Created attachment 376545 [details]
I have been hacking up a dehydra script that is calculating a classes "real" sizeof and comparing it to the final sizeof to determine if that class is wasting memory due to alignment.
The script works quite well as far as I can tell.
Created attachment 376546 [details]
List of badly aligned classes (ods)
This is a filtered list of badly aligned classes. I will skim through it and try to fix some of the classes.
This awesome stuff. Who would've thought that getting this number is as simple as subtracting sizes of members from the struct size :) Whenever I thought about this issue I forgot that dehydra provides size_of.
* Size of a pointer, assume as 8, TODO: how to get the *real* pointer size?
var pointerSize = 8;
I presume this is 64bit
size.real = pointerSize;
I think you can do size.real = type.precision/8
For lazy bums like me, csv files are easier to open.
As I said before, awesome!
David, I believe you wanted to see some static analysis results on accessibility, this spreadsheet looks like a goldmine.
> size.real = pointerSize;
> I think you can do size.real = type.precision/8
Yes indeed. I use pointerSize mainly for adding the size of the vtable pointer to classes.

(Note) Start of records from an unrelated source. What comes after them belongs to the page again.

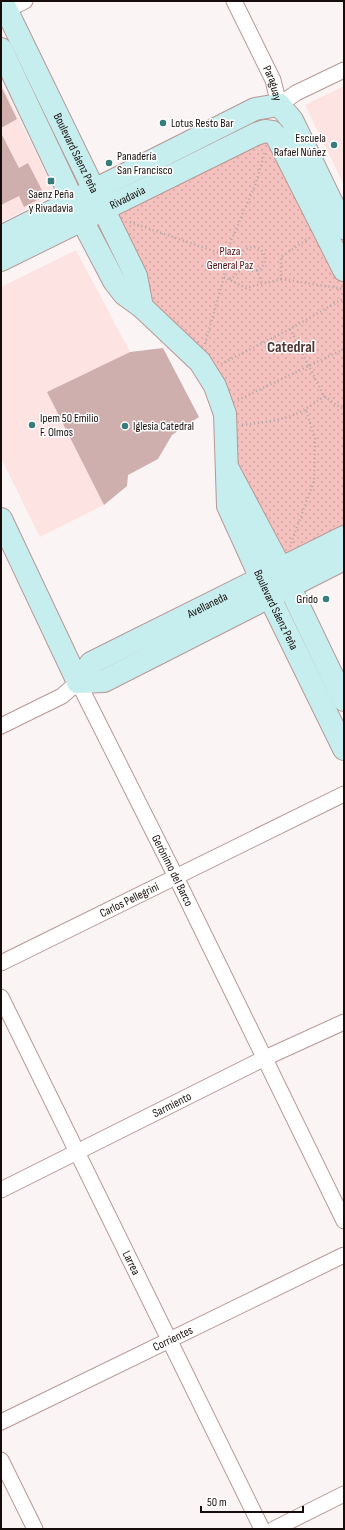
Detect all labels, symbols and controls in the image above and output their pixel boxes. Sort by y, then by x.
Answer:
street label: Paraguay [259,63,285,103]
street label: Boulevard Sáenz Peña [50,110,102,196]
place label: Lotus Resto Bar [171,116,234,131]
marker: Lotus Resto Bar [158,118,168,128]
place label: Escuela Rafael Núñez [274,131,327,160]
marker: Escuela Rafael Núñez [329,140,339,150]
place label: Panadería San Francisco [117,149,172,178]
marker: Panadería San Francisco [104,158,114,168]
marker: Saenz Peña y Rivadavia [46,176,56,186]
street label: Rivadavia [107,182,148,213]
place label: Saenz Peña y Rivadavia [28,187,74,216]
park label: Plaza General Paz [207,244,254,273]
district label: Catedral [267,338,315,357]
place label: Ipem 50 Emilio F. Olmos [40,411,98,440]
place label: Iglesia Catedral [133,419,194,434]
marker: Ipem 50 Emilio F. Olmos [27,420,37,430]
marker: Iglesia Catedral [120,421,130,431]
street label: Boulevard Sáenz Peña [250,567,302,653]
street label: Avellaneda [184,589,230,622]
place label: Grido [296,592,318,607]
marker: Grido [321,594,331,604]
street label: Gerónimo del Barco [148,832,197,909]
street label: Carlos Pellegrini [97,879,161,921]
street label: Sarmiento [150,1089,194,1121]
street label: Larrea [119,1248,144,1278]
street label: Corrientes [150,1322,195,1354]
scale bar [201,1488,303,1514]
text: 50 m [207,1495,227,1510]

Will see what else I can do there.
I wonder how much freedom I have in reordering members. I suppose I can't change anything in NSPR/NSS/frozen linkage due to ABI compatibility. Other classes should be fine though?
A quick look over some classes also revealed more optimization opportunities by changing away from PRBool (4byte) to PRPackedBool (1byte) or even straight to bool, as that is now used in some places in the codebase already.
> I wonder how much freedom I have in reordering members. I suppose I can't
> change anything in NSPR/NSS/frozen linkage due to ABI compatibility. Other
> classes should be fine though?
> A quick look over some classes also revealed more optimization opportunities by
> changing away from PRBool (4byte) to PRPackedBool (1byte) or even straight to
> bool, as that is now used in some places in the codebase already.
PRPackedBool is probably easier since you don't have to add casts everywhere to switch to bool. I'm also not sure if all modules allow bool usage.
While you are at it could you do a check similar to the one mentioned in https://bugzilla.mozilla.org/show_bug.cgi?id=376434
Basically scan for structs that have both signed and unsigned bitfields and warn because MSVC packs them wrong.
(In reply to comment #2)
> David, I believe you wanted to see some static analysis results on
> accessibility, this spreadsheet looks like a goldmine.
Wow, crazy! Great work. What happens next?
(In reply to comment #5)
> (In reply to comment #2)
> > David, I believe you wanted to see some static analysis results on
> > accessibility, this spreadsheet looks like a goldmine.
> Wow, crazy! Great work. What happens next?
Would be nice if you could go through accessibility ones to verify the results are correct and maybe pick a couple that are frequently allocated as candidates to fixing.
Arpad: excellent work -- any clues from your tool how JSRuntime loses 92 bytes to internal fragmentation?
(In reply to comment #7)
> Arpad: excellent work -- any clues from your tool how JSRuntime loses 92 bytes
> to internal fragmentation?
My tool currently doesn't print a list of members, but that would be easy to add.
Looking at the code, I can see some possible problems:
> uint32 gcMallocBytes;
> JSGCArenaInfo *gcUntracedArenaStackTop;
> JSBool rngInitialized;
> int64 rngMultiplier;
> uint32 requestCount;
> JSThread *gcThread;
And quite a few more... I'm on x86_64, and every time a 4byte member is followed by a 8byte member (or pointer) its wasting 4 bytes.
Started a thread on dev.platform: http://groups.google.com/group/mozilla.dev.platform/browse_thread/thread/52bc09157428dadb#
Created attachment 376620 [details]
dehydra script, v2
On 32-bit x86, misaligned doubles are allowed but slow down the program considerably. It might be useful to run this script with pointerSize=4 to find those as well.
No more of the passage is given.